Para começar, precisamos definir aqui alguns conceitos. Para o caso em que estaremos analisando aqui, admitiremos algumas coisas. Primeiro, quando definimos algo como um "gravador", admitimos que sua função é simplesmente registrar uma informação. Ele deve fazer isso da maneira mais transparente possível, para que este registro não interfira no conteúdo da informação.

O fato inevitável no mundo real é que por mais que o gravador seja bem construído, sempre haverá uma parcela da informação que acaba sendo modificada pelo processo (algo que a própria Segunda Lei da Termodinâmica implica). Alguns gravadores modificam bem pouco, outros modificam pesadamente.

Para nossos fins aqui, definiremos "distorção" como a alteração na forma de onda original provocada pelo processo de gravação (isso serve para transmissão também). E a diferença entre o que saiu e o que entrou chamaremos "ruído". Veremos que este ruído tem uma parcela inerente ao processo e outra que se deve ao próprio equipamento e à mídia de armazenamento.

Vale a pena também definirmos o que será pra nós a "saturação". Considera-se que um sinal está saturado quando o equipamento não consegue gerar um aumento na amplitude da saída quando ocorre um aumento na amplitude da entrada.
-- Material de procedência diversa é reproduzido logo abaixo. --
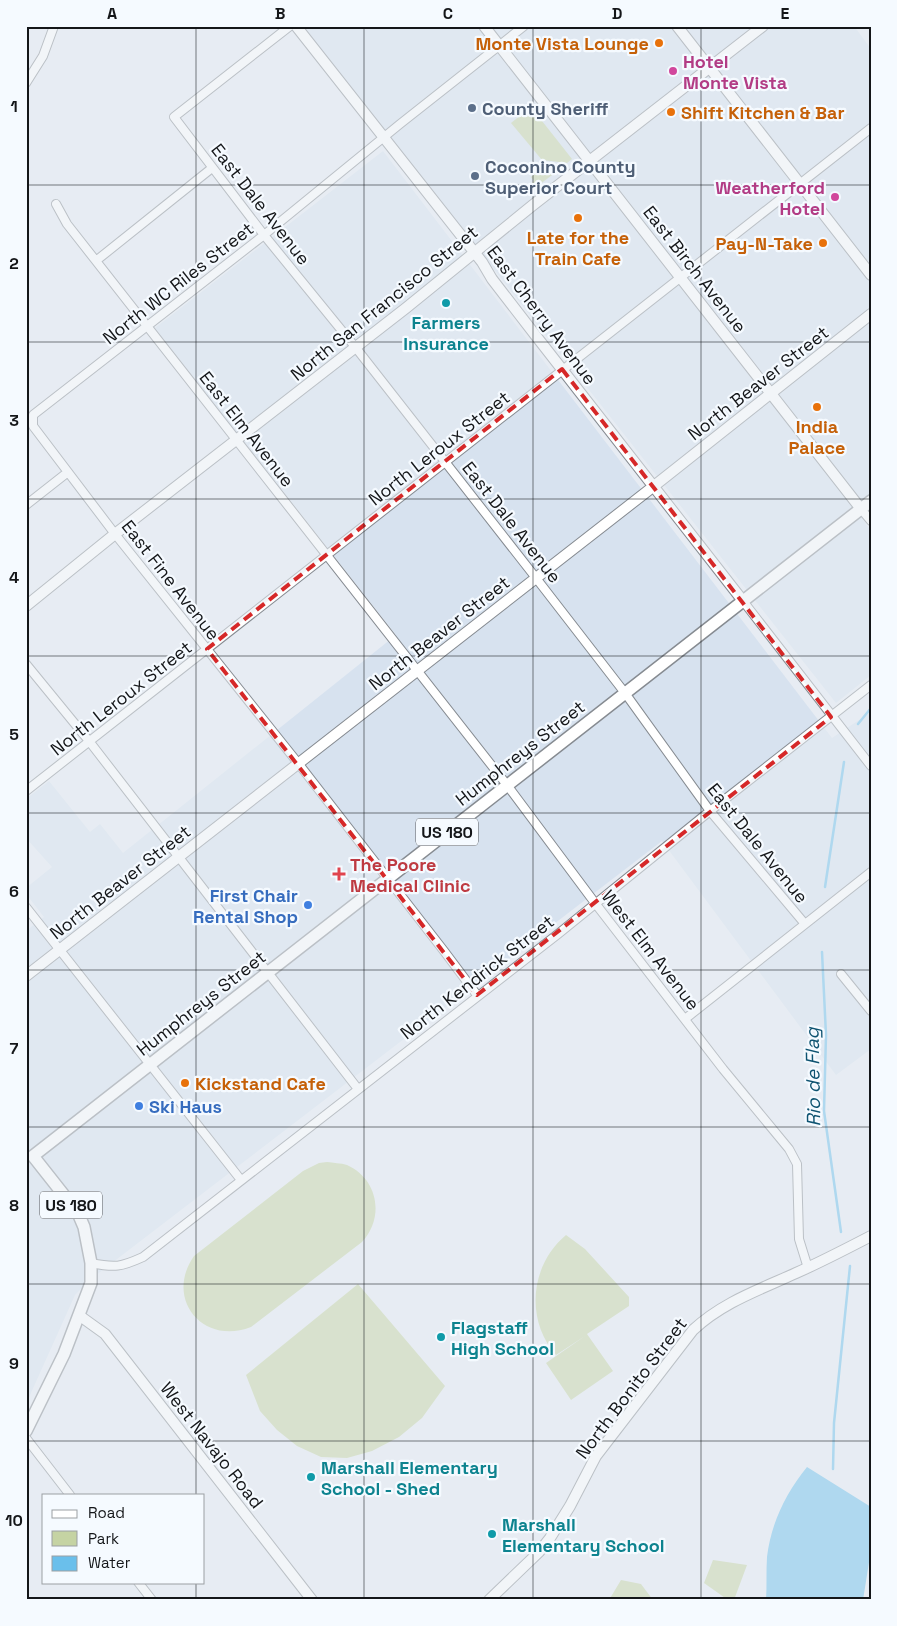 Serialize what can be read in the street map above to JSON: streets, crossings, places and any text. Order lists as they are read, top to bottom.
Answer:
{
  "streets": {
    "main road": ["Humphreys Street", "US 180"],
    "street": [
      "East Dale Avenue",
      "East Birch Avenue",
      "North WC Riles Street",
      "North San Francisco Street",
      "East Cherry Avenue",
      "North Beaver Street",
      "East Elm Avenue",
      "North Leroux Street",
      "East Fine Avenue",
      "West Elm Avenue",
      "North Kendrick Street",
      "North Bonito Street",
      "West Navajo Road"
    ]
  },
  "crossings": [
    ["East Dale Avenue", "North WC Riles Street"],
    ["East Dale Avenue", "North San Francisco Street"],
    ["East Dale Avenue", "North Beaver Street"],
    ["East Dale Avenue", "North Leroux Street"],
    ["East Dale Avenue", "Humphreys Street"],
    ["East Dale Avenue", "North Kendrick Street"],
    ["East Birch Avenue", "North WC Riles Street"],
    ["East Birch Avenue", "North San Francisco Street"],
    ["East Birch Avenue", "North Beaver Street"],
    ["East Birch Avenue", "North Leroux Street"],
    ["East Birch Avenue", "Humphreys Street"],
    ["North WC Riles Street", "East Cherry Avenue"],
    ["North WC Riles Street", "East Elm Avenue"],
    ["North WC Riles Street", "East Fine Avenue"],
    ["North San Francisco Street", "East Cherry Avenue"],
    ["North San Francisco Street", "East Elm Avenue"],
    ["North San Francisco Street", "East Fine Avenue"],
    ["East Cherry Avenue", "North Beaver Street"],
    ["East Cherry Avenue", "North Leroux Street"],
    ["East Cherry Avenue", "Humphreys Street"],
    ["North Beaver Street", "East Elm Avenue"],
    ["North Beaver Street", "East Fine Avenue"],
    ["North Beaver Street", "West Elm Avenue"],
    ["East Elm Avenue", "North Leroux Street"],
    ["East Elm Avenue", "West Elm Avenue"],
    ["North Leroux Street", "East Fine Avenue"],
    ["East Fine Avenue", "Humphreys Street"],
    ["East Fine Avenue", "North Kendrick Street"],
    ["Humphreys Street", "US 180"],
    ["Humphreys Street", "West Elm Avenue"],
    ["US 180", "North Kendrick Street"],
    ["US 180", "West Navajo Road"],
    ["West Elm Avenue", "North Kendrick Street"],
    ["West Elm Avenue", "North Bonito Street"]
  ],
  "water": ["Rio de Flag"],
  "places": {
    "other": [
      "Monte Vista Lounge",
      "Hotel Monte Vista",
      "County Sheriff",
      "Shift Kitchen & Bar",
      "Coconino County Superior Court",
      "Weatherford Hotel",
      "Late for the Train Cafe",
      "Pay-N-Take",
      "Farmers Insurance",
      "India Palace",
      "First Chair Rental Shop",
      "Kickstand Cafe",
      "Ski Haus",
      "Flagstaff High School",
      "Marshall Elementary School - Shed",
      "Marshall Elementary School"
    ],
    "health": ["The Poore Medical Clinic"]
  },
  "legend": ["Road", "Park", "Water"],
  "grid": {
    "columns": [
      "A",
      "B",
      "C",
      "D",
      "E"
    ],
    "rows": [
      "1",
      "2",
      "3",
      "4",
      "5",
      "6",
      "7",
      "8",
      "9",
      "10"
    ]
  }
}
Isto provoca também uma distorção na forma de onda.

Definidos os termos, comecemos.

O PRINCÍPIO BÁSICO

Existe um fator fundamental em áudio, mesmo o analógico, que permeia todo o processo de gravação desde seu nascimento, em 1876. A gente precisa gravar alto. O mais alto possível, sem que isso prejudique a qualidade, é claro.

No áudio analógico, a característica mais importante neste aspecto é que as mídias em que registramos a informação produzem ruído por elas mesmas. Pegue uma fita analógica que nunca tenha sido usada, direto da embalagem, ponha em um gravador e aperte o Play. Instantaneamente você vai ouvir chiado. Faz parte da natureza da mídia (em termos técnicos, o posicionamento randômico dos domínios magnéticos na superfície da fita). Isso vale para todo processo analógico de gravação e transmissão. Você coloca de um lado a informação que deseja e do outro lado a recebe mais o ruído inerente à própria mídia (além do inserido pelo equipamento).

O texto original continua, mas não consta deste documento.